(Entries shown begins)

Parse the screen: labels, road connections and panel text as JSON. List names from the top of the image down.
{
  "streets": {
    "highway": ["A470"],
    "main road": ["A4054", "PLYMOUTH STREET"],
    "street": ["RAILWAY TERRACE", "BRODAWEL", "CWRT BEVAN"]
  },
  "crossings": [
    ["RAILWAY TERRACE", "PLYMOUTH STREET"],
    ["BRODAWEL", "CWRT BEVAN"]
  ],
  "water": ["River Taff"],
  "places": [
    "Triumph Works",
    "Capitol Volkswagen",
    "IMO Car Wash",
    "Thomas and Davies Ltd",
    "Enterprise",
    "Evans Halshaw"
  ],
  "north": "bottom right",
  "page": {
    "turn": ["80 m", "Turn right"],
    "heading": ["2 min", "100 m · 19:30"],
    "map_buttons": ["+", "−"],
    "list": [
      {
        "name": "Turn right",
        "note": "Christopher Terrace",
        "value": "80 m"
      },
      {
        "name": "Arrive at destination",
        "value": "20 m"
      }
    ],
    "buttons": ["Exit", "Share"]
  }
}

(Entries shown ends)

What you will do: Write each record above out again exactly as it reads.

Written response:
Parse the screen: labels, road connections and panel text as JSON. List names from the top of the image down.
{
  "streets": {
    "highway": ["A470"],
    "main road": ["A4054", "PLYMOUTH STREET"],
    "street": ["RAILWAY TERRACE", "BRODAWEL", "CWRT BEVAN"]
  },
  "crossings": [
    ["RAILWAY TERRACE", "PLYMOUTH STREET"],
    ["BRODAWEL", "CWRT BEVAN"]
  ],
  "water": ["River Taff"],
  "places": [
    "Triumph Works",
    "Capitol Volkswagen",
    "IMO Car Wash",
    "Thomas and Davies Ltd",
    "Enterprise",
    "Evans Halshaw"
  ],
  "north": "bottom right",
  "page": {
    "turn": ["80 m", "Turn right"],
    "heading": ["2 min", "100 m · 19:30"],
    "map_buttons": ["+", "−"],
    "list": [
      {
        "name": "Turn right",
        "note": "Christopher Terrace",
        "value": "80 m"
      },
      {
        "name": "Arrive at destination",
        "value": "20 m"
      }
    ],
    "buttons": ["Exit", "Share"]
  }
}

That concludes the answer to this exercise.